An image, showing a PIA passenger plane, taken through a glass panel, at Islamabad International Airport, Pakistan October 3, 2023. — Reuters
In a fresh bid to privatise Pakistan International Airlines (PIA), the government is set to issue an Expression of Interest (EoI) this month, putting the national flag carrier on sale with a clean sheet of liabilities.
To appeal to serious bidders and ensure a smooth selloff, the government is protecting the buyers against an 18% goods and services tax (GST) on aircraft purchasing after obtaining approval from the International Monetary Fund (IMF).
It's worth mentioning that the waived 18% GST will reportedly encompass the entire aviation sector of the country after complete privatisation of the profitless PIA, a move said to facilitate private operators in expanding their businesses and services.

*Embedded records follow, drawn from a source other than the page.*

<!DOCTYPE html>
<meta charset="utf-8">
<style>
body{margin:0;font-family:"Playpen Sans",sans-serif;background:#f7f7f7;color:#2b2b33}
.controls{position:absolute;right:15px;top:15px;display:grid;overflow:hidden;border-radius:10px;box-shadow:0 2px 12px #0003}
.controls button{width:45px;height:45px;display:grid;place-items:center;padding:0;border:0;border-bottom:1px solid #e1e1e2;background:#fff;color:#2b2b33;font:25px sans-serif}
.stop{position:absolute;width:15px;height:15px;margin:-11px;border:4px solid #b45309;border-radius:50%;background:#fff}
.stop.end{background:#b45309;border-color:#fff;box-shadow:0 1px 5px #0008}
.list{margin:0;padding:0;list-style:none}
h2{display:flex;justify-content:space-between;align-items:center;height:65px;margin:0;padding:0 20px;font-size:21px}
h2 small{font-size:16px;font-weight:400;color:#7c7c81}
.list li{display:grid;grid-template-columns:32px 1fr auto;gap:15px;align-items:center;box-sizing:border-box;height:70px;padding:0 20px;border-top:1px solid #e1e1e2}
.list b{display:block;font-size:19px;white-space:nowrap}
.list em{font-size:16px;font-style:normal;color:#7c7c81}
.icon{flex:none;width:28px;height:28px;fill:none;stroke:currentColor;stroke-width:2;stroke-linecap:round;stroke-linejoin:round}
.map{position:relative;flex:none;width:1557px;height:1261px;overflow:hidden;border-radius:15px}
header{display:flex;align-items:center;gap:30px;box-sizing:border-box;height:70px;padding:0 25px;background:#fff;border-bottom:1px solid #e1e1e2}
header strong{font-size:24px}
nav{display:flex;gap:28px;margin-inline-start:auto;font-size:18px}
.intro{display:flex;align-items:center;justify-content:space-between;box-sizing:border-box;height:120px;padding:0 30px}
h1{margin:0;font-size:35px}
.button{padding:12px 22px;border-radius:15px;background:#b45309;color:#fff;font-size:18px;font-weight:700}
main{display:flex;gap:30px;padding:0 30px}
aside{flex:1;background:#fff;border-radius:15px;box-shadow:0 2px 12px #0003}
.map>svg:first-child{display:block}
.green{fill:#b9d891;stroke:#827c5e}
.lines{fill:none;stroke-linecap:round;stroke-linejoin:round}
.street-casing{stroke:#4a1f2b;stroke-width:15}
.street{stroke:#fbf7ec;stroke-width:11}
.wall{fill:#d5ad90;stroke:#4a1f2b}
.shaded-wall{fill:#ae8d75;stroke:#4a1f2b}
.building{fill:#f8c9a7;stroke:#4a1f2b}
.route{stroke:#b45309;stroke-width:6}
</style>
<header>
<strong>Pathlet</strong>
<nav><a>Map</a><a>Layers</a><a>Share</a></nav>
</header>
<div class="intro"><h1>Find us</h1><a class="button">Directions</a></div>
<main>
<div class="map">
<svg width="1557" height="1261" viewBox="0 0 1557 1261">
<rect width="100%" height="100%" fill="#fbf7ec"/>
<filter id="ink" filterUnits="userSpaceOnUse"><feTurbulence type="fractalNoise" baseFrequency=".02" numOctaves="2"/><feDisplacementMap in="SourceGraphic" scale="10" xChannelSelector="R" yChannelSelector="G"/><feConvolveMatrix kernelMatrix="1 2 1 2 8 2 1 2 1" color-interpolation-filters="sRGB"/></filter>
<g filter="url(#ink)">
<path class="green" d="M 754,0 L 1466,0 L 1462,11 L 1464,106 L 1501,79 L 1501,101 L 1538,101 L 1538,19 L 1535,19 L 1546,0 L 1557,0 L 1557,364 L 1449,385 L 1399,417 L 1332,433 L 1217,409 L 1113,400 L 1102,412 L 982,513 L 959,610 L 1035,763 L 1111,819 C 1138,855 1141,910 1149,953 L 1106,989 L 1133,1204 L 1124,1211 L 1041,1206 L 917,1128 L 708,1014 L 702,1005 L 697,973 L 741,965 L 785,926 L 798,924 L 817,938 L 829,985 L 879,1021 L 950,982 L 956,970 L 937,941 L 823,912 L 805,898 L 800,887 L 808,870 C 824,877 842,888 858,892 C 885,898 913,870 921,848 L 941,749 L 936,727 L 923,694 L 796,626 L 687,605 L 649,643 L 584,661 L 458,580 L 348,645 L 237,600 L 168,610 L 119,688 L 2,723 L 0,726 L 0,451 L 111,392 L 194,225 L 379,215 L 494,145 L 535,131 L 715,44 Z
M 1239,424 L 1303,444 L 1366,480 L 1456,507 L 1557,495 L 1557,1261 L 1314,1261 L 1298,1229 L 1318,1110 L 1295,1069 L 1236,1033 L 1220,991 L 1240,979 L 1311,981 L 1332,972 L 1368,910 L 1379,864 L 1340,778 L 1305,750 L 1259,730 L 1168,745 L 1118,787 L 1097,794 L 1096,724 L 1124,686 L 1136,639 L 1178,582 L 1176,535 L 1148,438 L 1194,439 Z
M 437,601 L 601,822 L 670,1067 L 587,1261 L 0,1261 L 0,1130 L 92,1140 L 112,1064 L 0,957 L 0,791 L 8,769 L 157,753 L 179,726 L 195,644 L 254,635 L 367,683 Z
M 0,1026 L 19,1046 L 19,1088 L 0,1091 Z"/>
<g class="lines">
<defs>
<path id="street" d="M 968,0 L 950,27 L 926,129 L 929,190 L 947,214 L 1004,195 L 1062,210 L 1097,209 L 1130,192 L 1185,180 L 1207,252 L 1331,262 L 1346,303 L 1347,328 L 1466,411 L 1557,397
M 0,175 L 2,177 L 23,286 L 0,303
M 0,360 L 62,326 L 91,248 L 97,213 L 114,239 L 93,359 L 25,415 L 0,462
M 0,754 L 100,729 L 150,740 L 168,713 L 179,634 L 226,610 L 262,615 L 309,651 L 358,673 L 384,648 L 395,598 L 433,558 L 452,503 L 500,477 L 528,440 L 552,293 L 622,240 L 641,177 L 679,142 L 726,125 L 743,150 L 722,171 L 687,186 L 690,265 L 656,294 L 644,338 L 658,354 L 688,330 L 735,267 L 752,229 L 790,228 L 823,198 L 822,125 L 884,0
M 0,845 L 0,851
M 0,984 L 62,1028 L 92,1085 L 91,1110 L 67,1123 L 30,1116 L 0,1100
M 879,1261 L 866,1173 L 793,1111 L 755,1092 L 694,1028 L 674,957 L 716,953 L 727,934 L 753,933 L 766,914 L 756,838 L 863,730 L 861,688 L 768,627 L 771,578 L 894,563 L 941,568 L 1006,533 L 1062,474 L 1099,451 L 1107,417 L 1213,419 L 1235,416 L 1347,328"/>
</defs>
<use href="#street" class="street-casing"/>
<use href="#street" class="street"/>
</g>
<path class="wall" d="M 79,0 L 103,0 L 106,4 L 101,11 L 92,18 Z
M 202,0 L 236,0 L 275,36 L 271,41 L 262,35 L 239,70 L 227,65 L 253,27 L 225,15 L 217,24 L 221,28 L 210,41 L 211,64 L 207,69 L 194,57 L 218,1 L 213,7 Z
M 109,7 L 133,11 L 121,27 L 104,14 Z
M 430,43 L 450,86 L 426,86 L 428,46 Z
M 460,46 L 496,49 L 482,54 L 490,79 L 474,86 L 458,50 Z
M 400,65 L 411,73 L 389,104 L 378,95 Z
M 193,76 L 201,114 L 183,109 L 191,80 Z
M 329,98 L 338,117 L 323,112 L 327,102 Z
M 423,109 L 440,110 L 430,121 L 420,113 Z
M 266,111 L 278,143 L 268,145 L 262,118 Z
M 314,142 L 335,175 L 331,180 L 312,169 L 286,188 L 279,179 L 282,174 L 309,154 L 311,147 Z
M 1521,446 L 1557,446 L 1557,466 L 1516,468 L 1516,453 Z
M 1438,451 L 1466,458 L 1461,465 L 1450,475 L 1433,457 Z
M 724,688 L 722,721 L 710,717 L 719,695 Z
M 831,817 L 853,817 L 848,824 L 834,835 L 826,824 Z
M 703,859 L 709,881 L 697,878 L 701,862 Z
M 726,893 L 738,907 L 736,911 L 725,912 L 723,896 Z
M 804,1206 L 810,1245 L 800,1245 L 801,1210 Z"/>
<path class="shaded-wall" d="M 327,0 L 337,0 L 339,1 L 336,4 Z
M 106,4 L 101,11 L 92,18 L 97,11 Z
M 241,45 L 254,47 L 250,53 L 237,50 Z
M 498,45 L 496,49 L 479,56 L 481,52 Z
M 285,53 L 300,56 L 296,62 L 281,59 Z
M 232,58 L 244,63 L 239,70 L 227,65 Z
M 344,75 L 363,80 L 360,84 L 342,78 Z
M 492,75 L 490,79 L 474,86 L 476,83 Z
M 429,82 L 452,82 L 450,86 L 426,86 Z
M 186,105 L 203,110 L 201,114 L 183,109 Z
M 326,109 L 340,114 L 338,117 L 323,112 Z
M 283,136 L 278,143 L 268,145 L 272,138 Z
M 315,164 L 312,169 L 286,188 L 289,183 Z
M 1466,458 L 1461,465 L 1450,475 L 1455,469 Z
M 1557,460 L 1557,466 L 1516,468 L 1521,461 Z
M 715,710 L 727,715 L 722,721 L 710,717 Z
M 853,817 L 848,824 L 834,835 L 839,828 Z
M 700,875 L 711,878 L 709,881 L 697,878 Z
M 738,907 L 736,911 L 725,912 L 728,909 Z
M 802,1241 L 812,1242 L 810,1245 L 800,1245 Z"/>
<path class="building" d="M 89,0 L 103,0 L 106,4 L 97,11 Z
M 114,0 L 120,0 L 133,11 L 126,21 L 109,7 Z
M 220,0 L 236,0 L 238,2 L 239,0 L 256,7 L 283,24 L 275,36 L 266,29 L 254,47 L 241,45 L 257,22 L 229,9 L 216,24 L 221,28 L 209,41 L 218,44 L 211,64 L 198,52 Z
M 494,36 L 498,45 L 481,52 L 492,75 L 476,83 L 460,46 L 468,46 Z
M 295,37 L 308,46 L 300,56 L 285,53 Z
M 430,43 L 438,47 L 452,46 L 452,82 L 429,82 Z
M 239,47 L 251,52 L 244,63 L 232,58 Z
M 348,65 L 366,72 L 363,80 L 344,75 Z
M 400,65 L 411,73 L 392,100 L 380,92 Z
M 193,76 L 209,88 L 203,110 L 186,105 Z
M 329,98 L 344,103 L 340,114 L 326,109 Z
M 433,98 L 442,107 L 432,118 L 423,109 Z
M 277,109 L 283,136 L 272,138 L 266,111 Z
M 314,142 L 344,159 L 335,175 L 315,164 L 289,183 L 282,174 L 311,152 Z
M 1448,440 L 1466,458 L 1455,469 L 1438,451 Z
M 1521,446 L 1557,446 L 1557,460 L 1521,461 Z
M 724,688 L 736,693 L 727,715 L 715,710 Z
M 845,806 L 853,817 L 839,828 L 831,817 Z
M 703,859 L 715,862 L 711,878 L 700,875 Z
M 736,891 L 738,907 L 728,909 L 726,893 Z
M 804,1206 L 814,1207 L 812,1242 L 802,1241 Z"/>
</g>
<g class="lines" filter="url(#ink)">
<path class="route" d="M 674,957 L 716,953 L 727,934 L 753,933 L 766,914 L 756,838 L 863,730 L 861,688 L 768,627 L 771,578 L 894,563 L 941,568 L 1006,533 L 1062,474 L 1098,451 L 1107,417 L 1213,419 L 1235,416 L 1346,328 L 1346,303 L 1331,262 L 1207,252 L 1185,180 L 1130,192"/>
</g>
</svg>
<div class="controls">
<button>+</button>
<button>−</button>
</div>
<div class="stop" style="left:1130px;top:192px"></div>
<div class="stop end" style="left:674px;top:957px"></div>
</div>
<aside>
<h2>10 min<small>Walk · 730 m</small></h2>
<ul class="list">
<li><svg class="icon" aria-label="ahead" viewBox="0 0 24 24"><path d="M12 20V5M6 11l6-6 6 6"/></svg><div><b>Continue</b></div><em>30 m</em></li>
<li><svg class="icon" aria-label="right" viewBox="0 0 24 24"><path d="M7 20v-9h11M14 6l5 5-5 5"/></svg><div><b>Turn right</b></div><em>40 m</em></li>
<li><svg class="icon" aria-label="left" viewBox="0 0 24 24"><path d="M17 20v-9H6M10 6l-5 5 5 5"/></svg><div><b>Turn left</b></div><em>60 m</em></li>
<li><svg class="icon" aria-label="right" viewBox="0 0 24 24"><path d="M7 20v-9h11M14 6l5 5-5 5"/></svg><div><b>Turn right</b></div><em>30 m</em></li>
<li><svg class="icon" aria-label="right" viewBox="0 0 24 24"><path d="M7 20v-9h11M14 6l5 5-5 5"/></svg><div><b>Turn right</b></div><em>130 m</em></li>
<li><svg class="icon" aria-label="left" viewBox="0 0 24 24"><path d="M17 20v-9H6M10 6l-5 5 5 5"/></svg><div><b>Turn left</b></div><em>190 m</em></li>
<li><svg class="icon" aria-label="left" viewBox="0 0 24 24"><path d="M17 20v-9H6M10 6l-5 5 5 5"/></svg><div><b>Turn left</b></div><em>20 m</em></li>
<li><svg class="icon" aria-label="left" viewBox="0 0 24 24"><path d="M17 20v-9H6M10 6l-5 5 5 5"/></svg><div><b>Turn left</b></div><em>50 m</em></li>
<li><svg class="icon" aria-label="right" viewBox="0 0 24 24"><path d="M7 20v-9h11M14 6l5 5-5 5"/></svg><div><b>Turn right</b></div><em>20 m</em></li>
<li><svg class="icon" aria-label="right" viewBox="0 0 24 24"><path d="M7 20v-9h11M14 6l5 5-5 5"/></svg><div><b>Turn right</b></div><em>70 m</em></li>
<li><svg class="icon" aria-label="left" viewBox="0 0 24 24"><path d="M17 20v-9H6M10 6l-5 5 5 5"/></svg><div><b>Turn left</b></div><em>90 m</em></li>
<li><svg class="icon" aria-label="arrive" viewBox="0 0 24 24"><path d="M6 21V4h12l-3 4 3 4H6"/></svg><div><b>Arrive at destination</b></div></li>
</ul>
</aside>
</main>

The imposition of the 18% GST was one of the two significant pitfalls believed to be unfavourable for previous buyers who retreated with their bids and did not even partake in the recent bidding process, according to The News.
In favour of PIA's private takeover, the same bidders have expressed interest in the next bidding round to acquire Pakistan's loss-making flag carrier, as the exoneration from the GST and the clearing of Rs45 billion negative equity on the airliner’s balance sheet were their major demands.
Resuming after a botched finalisation of a deal, PIA's private sell-off will now undergo the removal of Rs45bn negative equity by the government, out of which Rs26 billion accounts for FBR taxes, Rs10bn for Civil Aviation charges and the remaining for pension liabilities.